Вниманию психиатров. В Москве водится некий Анатолий Дуров, молодой человек, выдающий себя за "известного" клоуна. Где кучка людей, там и он, кривляющийся и ломающий дурака. И сей незначительный Дуров -- как бы вы думали? -- неожиданно оказывается величайшим человеком на... очень малые дела. Нынешним летом он занимался необыкновенным делом -- дрессировал гуся. Говорят, занятие его увенчалось полным успехом. Гусь стал умен, как та свинья, которую клоун Танти продал купцам за 2000 р. и которую купцы (своя своих не познаша!) съели. Интересно бы знать, какой физиологический процесс имел место в мозгах Дурова и гуся, когда первый целое лето надоедал второму, а второй с недоумением глядел в глаза первого, словно вопрошая: "Что с вами, молодой человек?!"

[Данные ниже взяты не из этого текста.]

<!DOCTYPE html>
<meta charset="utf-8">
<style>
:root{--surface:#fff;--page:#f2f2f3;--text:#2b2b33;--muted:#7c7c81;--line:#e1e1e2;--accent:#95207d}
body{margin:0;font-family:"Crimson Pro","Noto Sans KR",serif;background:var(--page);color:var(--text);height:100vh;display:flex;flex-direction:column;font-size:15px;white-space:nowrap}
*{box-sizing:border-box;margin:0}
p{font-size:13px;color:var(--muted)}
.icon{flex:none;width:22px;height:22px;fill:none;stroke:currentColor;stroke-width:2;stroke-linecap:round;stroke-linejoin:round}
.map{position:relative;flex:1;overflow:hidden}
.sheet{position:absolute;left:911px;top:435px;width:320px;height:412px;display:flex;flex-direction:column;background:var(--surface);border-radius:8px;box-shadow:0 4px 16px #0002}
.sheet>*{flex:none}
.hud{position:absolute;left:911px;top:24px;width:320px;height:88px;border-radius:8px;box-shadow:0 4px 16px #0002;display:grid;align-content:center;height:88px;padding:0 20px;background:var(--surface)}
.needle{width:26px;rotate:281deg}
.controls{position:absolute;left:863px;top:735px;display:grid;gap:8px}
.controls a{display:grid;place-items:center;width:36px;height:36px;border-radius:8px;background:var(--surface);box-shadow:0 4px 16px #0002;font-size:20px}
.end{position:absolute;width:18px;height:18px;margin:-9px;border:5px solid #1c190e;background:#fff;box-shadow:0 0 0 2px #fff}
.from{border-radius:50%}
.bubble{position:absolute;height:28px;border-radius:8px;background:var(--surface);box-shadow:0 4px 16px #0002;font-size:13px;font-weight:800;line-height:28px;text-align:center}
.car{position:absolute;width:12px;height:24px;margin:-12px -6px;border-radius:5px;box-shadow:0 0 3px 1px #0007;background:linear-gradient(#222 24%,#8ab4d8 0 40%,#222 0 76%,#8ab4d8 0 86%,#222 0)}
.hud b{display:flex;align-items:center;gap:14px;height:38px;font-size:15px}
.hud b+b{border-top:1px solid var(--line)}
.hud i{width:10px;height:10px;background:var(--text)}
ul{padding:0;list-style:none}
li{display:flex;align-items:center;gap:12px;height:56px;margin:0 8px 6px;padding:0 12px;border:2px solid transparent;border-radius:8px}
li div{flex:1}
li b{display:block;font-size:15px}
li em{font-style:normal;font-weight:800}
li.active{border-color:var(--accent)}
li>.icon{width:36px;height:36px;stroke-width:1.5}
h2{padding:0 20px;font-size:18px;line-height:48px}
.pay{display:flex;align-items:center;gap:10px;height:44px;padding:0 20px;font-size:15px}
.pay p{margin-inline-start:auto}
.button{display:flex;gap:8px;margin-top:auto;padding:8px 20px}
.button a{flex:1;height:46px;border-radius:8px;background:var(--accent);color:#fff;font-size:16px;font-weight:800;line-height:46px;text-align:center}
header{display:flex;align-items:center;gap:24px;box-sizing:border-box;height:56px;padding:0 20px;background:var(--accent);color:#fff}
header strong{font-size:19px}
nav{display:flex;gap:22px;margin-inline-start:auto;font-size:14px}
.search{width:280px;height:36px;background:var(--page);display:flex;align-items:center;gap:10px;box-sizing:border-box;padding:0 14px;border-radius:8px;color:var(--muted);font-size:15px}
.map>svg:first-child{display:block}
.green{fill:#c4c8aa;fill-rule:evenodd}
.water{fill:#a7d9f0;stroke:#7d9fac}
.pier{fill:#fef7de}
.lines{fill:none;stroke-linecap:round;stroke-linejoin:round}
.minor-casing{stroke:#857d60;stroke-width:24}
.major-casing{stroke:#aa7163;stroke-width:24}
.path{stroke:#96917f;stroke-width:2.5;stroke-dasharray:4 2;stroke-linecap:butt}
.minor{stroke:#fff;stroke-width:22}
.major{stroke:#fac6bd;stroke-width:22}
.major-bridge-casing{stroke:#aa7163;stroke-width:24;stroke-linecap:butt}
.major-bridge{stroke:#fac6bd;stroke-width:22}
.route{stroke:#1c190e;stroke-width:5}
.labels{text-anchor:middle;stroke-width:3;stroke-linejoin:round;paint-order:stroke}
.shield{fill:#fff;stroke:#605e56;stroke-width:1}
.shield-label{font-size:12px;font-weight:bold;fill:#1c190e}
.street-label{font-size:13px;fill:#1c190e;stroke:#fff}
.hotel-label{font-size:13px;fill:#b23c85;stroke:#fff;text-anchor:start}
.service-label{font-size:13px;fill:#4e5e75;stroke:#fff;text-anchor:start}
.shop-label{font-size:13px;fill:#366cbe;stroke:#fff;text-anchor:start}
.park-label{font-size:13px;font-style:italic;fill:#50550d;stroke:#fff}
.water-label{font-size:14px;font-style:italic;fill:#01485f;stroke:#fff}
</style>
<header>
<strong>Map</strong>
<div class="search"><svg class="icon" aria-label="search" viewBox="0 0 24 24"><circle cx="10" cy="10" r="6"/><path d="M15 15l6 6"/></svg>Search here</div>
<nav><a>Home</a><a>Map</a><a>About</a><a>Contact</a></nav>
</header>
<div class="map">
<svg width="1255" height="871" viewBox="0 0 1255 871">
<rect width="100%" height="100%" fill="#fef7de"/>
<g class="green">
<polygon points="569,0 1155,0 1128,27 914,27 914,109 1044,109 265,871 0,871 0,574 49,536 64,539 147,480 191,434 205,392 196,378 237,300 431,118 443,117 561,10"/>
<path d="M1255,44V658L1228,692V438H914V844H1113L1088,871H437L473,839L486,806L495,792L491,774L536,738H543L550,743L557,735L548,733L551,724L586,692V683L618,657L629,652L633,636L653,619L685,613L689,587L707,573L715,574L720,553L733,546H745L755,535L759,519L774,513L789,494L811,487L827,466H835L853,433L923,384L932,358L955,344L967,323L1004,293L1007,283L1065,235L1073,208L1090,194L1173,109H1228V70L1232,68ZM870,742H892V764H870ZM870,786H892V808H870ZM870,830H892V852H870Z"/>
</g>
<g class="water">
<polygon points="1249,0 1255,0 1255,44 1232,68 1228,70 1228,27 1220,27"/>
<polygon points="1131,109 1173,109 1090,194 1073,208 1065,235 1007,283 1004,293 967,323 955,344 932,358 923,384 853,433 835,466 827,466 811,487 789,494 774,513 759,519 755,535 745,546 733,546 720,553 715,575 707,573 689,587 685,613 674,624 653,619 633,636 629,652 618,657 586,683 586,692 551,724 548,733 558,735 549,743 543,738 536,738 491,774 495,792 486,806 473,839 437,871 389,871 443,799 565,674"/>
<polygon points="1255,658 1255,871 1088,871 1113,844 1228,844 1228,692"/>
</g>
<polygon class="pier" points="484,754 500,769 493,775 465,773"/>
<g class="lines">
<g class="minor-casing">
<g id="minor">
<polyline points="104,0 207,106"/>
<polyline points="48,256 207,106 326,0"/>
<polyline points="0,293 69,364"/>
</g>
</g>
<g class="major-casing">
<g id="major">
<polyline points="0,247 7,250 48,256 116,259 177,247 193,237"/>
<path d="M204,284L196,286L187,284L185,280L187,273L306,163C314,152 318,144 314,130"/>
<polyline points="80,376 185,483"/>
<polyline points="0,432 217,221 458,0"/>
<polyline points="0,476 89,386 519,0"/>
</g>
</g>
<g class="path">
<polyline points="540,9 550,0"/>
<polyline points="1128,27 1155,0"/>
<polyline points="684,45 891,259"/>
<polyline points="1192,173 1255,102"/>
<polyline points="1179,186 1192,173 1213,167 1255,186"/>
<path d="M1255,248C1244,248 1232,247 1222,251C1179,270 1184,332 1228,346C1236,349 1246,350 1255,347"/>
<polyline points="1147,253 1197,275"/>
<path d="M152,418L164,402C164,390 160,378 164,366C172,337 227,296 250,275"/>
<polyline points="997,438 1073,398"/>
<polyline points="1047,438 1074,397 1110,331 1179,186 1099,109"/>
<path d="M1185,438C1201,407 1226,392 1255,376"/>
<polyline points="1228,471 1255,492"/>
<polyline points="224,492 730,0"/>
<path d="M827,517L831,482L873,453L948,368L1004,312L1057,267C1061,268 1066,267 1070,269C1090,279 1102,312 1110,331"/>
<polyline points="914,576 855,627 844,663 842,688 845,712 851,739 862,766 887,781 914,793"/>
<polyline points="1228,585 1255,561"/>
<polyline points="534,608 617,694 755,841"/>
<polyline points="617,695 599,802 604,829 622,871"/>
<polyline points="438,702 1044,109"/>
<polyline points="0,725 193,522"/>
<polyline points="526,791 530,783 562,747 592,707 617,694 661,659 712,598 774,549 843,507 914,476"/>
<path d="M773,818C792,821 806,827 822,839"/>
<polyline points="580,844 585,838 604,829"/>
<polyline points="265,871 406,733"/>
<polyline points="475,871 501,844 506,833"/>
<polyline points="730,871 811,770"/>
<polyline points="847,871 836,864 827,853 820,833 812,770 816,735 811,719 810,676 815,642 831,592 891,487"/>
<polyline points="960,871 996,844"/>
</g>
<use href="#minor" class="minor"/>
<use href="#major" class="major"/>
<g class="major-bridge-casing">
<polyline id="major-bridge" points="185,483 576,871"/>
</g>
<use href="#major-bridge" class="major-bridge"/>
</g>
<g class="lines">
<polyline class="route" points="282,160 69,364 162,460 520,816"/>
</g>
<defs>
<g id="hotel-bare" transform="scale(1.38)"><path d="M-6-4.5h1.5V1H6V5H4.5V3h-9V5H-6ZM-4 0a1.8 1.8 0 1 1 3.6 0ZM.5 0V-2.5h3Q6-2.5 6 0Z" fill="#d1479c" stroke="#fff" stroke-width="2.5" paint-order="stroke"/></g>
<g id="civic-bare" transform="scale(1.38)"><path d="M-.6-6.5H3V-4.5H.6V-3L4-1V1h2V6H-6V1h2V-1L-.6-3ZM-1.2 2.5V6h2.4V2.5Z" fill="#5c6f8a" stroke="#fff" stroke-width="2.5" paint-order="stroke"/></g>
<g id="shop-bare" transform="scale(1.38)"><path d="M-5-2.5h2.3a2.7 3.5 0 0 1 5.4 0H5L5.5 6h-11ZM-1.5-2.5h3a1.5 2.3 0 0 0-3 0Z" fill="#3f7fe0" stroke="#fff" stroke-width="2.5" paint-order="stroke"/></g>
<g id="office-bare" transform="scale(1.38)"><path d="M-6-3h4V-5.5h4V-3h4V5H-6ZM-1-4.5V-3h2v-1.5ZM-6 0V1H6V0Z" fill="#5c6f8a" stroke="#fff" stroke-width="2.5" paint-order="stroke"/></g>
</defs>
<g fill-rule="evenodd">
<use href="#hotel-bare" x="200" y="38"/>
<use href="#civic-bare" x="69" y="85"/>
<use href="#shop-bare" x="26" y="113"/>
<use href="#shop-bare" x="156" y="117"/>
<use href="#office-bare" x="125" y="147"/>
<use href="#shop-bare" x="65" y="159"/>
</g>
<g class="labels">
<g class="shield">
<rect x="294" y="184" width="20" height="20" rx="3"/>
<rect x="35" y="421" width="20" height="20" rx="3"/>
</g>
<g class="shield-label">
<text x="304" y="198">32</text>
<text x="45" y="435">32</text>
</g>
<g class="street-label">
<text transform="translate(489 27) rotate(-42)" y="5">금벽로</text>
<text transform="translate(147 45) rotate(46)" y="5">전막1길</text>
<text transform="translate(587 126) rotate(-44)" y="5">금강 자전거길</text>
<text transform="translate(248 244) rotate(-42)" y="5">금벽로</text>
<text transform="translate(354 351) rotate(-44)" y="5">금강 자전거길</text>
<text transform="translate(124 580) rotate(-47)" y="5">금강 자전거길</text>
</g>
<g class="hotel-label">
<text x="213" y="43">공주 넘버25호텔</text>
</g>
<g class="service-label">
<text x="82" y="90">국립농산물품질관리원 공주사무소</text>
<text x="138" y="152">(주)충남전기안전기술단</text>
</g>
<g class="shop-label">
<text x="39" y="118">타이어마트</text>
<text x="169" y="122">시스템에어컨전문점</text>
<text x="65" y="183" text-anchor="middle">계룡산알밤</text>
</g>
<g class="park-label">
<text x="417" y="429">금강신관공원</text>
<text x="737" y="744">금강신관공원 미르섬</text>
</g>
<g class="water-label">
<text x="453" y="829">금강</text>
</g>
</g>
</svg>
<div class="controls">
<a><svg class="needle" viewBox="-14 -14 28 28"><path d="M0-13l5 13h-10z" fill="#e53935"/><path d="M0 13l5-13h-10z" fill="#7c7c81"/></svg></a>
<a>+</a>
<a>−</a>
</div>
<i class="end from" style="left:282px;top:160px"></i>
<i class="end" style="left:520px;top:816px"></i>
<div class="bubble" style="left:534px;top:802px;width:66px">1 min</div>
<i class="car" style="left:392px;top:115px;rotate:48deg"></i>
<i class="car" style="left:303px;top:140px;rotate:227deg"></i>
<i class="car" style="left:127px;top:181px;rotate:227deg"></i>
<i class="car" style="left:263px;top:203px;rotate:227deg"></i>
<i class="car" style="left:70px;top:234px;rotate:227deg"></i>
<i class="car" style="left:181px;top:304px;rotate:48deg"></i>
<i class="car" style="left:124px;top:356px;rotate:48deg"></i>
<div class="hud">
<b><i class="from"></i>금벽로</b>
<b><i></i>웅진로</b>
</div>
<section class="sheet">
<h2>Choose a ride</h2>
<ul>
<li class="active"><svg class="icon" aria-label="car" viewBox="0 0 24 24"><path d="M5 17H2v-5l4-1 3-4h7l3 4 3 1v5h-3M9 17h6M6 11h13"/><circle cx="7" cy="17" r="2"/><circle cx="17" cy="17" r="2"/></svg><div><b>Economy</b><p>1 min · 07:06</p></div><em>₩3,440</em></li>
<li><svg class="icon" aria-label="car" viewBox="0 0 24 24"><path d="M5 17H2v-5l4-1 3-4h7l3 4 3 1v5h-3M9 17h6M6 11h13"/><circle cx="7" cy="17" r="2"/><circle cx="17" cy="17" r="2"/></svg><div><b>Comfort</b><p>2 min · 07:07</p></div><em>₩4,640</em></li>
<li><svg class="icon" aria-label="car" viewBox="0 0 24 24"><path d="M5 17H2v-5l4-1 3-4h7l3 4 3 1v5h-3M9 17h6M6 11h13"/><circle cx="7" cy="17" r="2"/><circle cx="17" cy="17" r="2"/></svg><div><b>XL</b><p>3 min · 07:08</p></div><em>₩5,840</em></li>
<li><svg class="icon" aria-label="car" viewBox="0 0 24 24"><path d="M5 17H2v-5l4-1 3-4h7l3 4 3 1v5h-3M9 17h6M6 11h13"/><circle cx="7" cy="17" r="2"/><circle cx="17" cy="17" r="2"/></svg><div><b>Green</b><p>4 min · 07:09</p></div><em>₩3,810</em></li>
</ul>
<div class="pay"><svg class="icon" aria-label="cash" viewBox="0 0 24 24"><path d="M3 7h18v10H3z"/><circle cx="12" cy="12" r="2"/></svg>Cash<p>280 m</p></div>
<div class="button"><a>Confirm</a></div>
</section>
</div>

Клоун Танти и его свинья, лавры коих не дают спать Дурову, воспеты Боборыкиным в "Китай-городе". Оказывается, что и завистник Дуров готовит материал для писателя, который пожелал бы взять его в герои своего романа. Гуся, во-первых, съедят, как съели свинью... Найдутся в Москве гуси лапчатые, которым захочется войти в ближайшее общение с умным гусем. Во-вторых, у Дурова есть враг -- необходимый элемент драмы. И что драматичнее всего, врагом этим оказывается (horribile dictu! {страшно сказать! (лат.).}) родной брат Дурова... "В мое отсутствие, -- пишет клоун в приюте всех клоунов, скороходов и дрессированных гусей, "Новостях дня", -- в Москву явился брат мой и, воспользовавшись известностью (!) моей фамилии, начал давать представления, не бывши никогда клоуном". Ужасный человек этот брат! Не был никогда клоуном и вдруг осмеливается salto-mortale делать и рожу белилами мазать! На цугундер его!

* * *

Тоже вниманию психиатров. Беговая одурь начинает принимать острый и даже уголовный характер. Всей московской воды не хватит для того, чтобы освежить не в меру разгорячившиеся черепа наших Ахиллов и тем, наконец, прекратить надоевшее бесчиние. Черт знает, что выделывается на этих беговых кругах! Не так давно, после долгих обоюдных печатных вызовов вышли на состязание две звезды налетевшей на Москву стаи бегунов -- итальянец Баргосси и француз Делятуш. Состязание кончилось скандалом. Баргосси, побегав немного, сошел с круга, объявив, что Делятуш ударил его три раза под итальянские микитки и тем лишил его способности продолжать бег; Делятуш же в свое оправдание заявил, что Баргосси саданул его под французские микитки, и таким образом обе звезды друг друга побили, оба с круга сошли и, что и требовалось доказать, денежки получили. И вместо того, чтобы предложить этим пиратам убираться подобру-поздорову, наша умная публика усердно занялась их судьбами: кто? как? почему? А маленькая, не менее умная пресса из ошейника выскочила, печатая статьи об этих ерундистах. Северного Ледовитого океана не хватит, чтобы освежить головы ее хозяев и сидельцев!